CHEERS to retired Marine Staff Sgt. Natasha Young, whose work with fellow veterans has been honored by the president.
Young, 32, joined the Marines after high school and served two tours of duty in Iraq. Her 12-year military career came to an end in 2011. The change left the Haverhill resident and Lawrence native feeling a bit out of place.
“When I took off my uniform I lost my identity for a bit,” Young told reporter Brian Messenger. “I didn’t know who I was.”
Volunteering with the Veterans Northeast Outreach Center in Haverhill helped Young regain her footing. She now works to help other veterans get involved with community service.
Young was among 14 women veterans honored with a Champions of Change award at the White House earlier this week. The award was created as part of President Barack Obama’s Winning the Future initiative.
Young said she accepted the award on behalf of American soldiers killed in action. Her best friends were in Washington for the ceremony, as was her mother, Rene Betances.
“It’s very humbling,” Young told our reporter. “It’s a wonderful opportunity for me. I was the product of a single-parent home. I hope she’s proud of me. I know she is.”
Young does her volunteer work through the nonprofit organization The Mission Continues, which awards community service fellowships to post-9/11 veterans.
“It was just a great way to give back to the community,” said Young. “I think everybody should serve whether you’re a veteran or not.”
Young’s exemplary service to our country and our community makes us proud to call her our neighbor here in the Merrimack Valley. We thank her for her service and congratulate her on a well-deserved honor.
JEERS to those who take the bait.
Some readers may be familiar with the concept of the “bait car,” a vehicle placed and monitored by police in an area prone to car theft in order to catch thieves in action.
In Lawrence, there have been a number of car break-ins in the area around Central Catholic High School. So police placed a bait car on Auburn Street. It wasn’t long before someone was hooked.
Inside the unlocked vehicle borrowed from Valley Towing police left a GPS receiver on the dashboard and a computer on the passenger seat.
Police say they spotted a person who looked inside the 2003 Honda Accord as he walked past, then suddenly turned around, returned to the car and got inside.
Police say they found Mario Figueroa of 178 West St., #2 inside the car attempting to pry the radio out with a screwdriver.
Figueroa had the car radio, the GPS, a wrench with four sockets, and three screwdrivers in his possession when he was arrested. He was also carrying a small piece of spark plug, a tool used by car break thieves to shatter car windows and help themselves to valuables inside, Officer Gary Yancey wrote in his report.
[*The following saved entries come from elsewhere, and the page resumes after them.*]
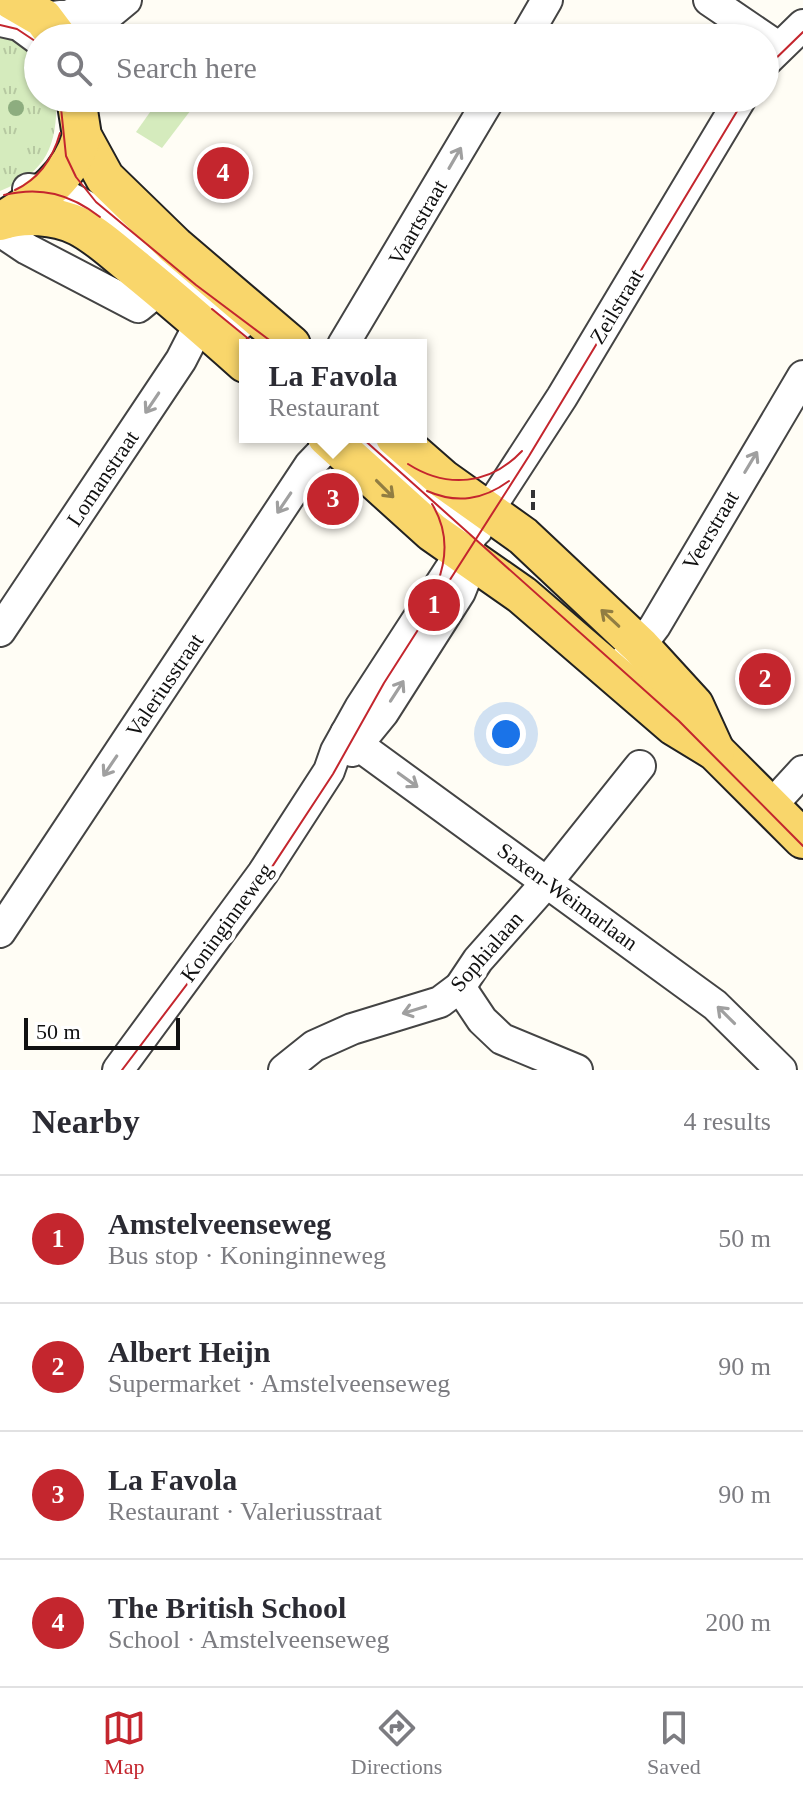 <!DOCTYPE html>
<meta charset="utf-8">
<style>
:root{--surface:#fff;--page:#f7f7f7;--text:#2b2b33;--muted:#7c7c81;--line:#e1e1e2;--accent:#c4262e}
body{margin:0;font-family:"Times New Roman",serif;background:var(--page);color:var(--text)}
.scale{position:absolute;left:24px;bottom:20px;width:156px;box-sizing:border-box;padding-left:8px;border:4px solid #111;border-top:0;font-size:22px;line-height:28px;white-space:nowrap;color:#111;-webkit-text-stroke:6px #fff;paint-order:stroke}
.you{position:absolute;left:506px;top:734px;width:28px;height:28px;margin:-20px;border:6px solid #fff;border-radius:50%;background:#1a73e8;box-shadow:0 0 0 12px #1a73e833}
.badge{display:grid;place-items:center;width:52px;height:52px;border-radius:50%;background:var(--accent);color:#fff;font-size:26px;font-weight:700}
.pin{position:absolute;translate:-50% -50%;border:4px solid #fff;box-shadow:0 2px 8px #0006}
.popup{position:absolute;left:239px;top:339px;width:188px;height:104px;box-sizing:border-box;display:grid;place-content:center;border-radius:0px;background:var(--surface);filter:drop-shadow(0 2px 6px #0005);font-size:26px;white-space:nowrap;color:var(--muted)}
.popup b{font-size:30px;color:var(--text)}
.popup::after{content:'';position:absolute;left:50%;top:100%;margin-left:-16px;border:16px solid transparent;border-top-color:var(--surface)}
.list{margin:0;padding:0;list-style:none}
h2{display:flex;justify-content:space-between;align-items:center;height:104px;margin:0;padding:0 32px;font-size:34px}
h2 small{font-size:26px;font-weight:400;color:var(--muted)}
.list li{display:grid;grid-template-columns:52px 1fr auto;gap:24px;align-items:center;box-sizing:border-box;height:128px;padding:0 32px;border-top:2px solid var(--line)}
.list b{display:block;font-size:30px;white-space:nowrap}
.list p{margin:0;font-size:26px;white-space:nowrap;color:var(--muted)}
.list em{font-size:26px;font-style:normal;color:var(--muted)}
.icon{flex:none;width:44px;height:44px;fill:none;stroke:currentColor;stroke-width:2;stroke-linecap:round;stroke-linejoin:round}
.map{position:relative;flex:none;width:803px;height:1070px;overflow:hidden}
.search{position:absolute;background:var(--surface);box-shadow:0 2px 6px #0004;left:24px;right:24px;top:24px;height:88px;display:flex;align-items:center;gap:20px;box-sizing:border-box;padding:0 28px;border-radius:44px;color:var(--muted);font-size:30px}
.sheet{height:616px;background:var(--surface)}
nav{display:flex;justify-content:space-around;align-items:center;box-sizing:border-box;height:112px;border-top:2px solid var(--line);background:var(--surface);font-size:22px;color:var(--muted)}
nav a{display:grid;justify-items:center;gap:4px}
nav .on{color:var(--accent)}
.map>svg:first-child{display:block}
.grass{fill:url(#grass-tufts)}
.park{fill:#d5ebbd}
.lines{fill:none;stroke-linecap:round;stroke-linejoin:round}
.minor-casing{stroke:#444;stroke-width:34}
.major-casing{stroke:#222;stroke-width:42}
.path{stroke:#333;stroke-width:4;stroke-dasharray:8 4;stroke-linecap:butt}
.minor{stroke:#fff;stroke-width:30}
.major{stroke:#f9d66b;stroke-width:38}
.tram{stroke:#c4262e;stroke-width:2}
.tree{fill:#8dad7f}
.oneway{stroke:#a0a0a0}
.oneway2{stroke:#917d42}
.labels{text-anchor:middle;stroke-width:8;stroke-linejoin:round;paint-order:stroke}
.street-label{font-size:22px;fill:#111;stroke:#fff}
</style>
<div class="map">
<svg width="803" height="1070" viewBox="0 0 803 1070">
<defs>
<pattern id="grass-tufts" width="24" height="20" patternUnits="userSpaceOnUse" patternTransform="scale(2)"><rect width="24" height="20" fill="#d5ebbd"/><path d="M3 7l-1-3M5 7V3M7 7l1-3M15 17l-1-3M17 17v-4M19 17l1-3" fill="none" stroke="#b6c8a1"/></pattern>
</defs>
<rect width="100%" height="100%" fill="#fffdf5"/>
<path class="grass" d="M0 29 38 49V98H56C58 145 46 173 0 191Z"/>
<polygon class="park" points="160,98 200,98 162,148 136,132"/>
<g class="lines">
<g class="minor-casing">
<g id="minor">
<polyline points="709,0 778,47"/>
<polyline points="43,18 70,15 100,0"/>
<polyline points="0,21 19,25 38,39"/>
<polyline points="80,38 126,0"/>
<polyline points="525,38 547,0"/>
<polyline points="765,62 803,25"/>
<polyline points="28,189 61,193 109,218 240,324"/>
<polyline points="0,231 27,249 138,307 160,289"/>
<polyline points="343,345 490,98"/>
<polyline points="371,437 477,530"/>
<polyline points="0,631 181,360 200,323"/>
<polyline points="626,659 640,646 655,626 803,376"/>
<polyline points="346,733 358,745 715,1005 781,1070"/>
<polyline points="352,751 383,713 460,592 466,577 463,553"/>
<polyline points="770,807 803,771"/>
<polyline points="0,932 310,465 332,442"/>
<polyline points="460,987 482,1020 502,1039 577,1070"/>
<polyline points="118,1070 263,873 329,771 336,751 360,708 562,397 741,98"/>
<polyline points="284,1070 314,1046 352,1029 440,1002 460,987 478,960 548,881 640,766"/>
</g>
</g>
<g class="major-casing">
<g id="major">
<polyline points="12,0 43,18 58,38"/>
<polyline points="76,98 82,136 105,178 175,246 291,345"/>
<path d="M6 219C40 197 70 178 82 136"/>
<path d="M0 221C24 213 55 215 78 226 98 236 115 253 133 267 171 298 208 330 245 363"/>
<polyline points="327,437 432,532 522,595 674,726 715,751 803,839"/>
<polyline points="395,437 443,479 523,536 640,646 694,705 715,751"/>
</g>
</g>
<polyline class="path" points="533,490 533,510"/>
<use href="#minor" class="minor"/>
<use href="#major" class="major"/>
<g class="tram">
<polyline points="0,25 17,29 38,43"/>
<polyline points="765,69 803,32"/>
<polyline points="60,98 66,156 76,177 96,202 196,285 276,345"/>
<path d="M15 190C39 179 53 158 60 133"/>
<path d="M4 195C41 186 70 194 100 217"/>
<polyline points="212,309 256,345"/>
<polyline points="361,437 679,721 803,846"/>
<path d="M408 464C447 489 490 485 522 451"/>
<path d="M427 491C457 504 483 500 509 481"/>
<path d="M432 504C448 530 448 556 437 584"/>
<polyline points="122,1070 247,905 333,774 384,683 529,456 745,98"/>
</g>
</g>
<circle class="tree" cx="16" cy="108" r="8"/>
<defs><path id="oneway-shaft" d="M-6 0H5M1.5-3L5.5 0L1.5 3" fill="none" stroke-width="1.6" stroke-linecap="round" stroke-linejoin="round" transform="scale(2)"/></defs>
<g class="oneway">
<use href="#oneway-shaft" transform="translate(455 158) rotate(-60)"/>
<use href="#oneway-shaft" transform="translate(152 403) rotate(124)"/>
<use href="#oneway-shaft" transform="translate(751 462) rotate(-59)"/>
<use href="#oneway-shaft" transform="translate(284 503) rotate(124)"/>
<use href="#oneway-shaft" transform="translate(397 691) rotate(-57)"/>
<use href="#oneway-shaft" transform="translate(110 766) rotate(124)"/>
<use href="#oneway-shaft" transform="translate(408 780) rotate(36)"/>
<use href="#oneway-shaft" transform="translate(414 1010) rotate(163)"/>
<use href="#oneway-shaft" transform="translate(726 1015) rotate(-135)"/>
</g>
<g class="oneway2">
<use href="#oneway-shaft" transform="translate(385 489) rotate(45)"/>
<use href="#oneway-shaft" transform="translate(610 618) rotate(-137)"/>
</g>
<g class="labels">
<g class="street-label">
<text transform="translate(417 222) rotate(-60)" y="8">Vaartstraat</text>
<text transform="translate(616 306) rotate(-59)" y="8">Zeilstraat</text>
<text transform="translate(102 478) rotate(-56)" y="8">Lomanstraat</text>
<text transform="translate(710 530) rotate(-59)" y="8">Veerstraat</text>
<text transform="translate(164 685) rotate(-56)" y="8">Valeriusstraat</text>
<text transform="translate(568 896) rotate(36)" y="8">Saxen-Weimarlaan</text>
<text transform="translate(226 922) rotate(-54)" y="8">Koninginneweg</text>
<text transform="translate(486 951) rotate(-49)" y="8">Sophialaan</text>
</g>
</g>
</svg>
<div class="scale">50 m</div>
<div class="you"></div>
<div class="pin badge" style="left:434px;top:605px">1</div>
<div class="pin badge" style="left:765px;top:679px">2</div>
<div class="pin badge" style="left:333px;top:499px">3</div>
<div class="popup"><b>La Favola</b>Restaurant</div>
<div class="pin badge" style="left:223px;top:173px">4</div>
<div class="search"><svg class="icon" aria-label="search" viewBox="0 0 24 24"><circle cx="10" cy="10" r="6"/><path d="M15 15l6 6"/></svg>Search here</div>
</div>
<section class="sheet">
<h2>Nearby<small>4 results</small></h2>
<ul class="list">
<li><span class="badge">1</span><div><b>Amstelveenseweg</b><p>Bus stop · Koninginneweg</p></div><em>50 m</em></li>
<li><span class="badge">2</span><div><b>Albert Heijn</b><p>Supermarket · Amstelveenseweg</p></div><em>90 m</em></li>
<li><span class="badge">3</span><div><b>La Favola</b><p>Restaurant · Valeriusstraat</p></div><em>90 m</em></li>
<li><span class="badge">4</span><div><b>The British School</b><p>School · Amstelveenseweg</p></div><em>200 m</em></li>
</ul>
</section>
<nav>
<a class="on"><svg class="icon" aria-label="map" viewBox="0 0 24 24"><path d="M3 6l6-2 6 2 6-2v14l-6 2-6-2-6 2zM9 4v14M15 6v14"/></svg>Map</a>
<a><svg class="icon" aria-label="directions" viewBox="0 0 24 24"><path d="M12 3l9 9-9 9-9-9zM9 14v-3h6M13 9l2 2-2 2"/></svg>Directions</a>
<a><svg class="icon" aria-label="saved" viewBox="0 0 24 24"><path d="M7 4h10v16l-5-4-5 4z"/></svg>Saved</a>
</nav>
Figueroa was arrested and charged with breaking and entering in the daytime to commit a felony and illegal possession of burglarious instruments. Police say Figueroa is a suspect in other car breaks in the area but he has not been charged.
These kinds of petty thefts diminish quality of life for local residents.
We commend police for taking the steps needed to catch these criminals in the act.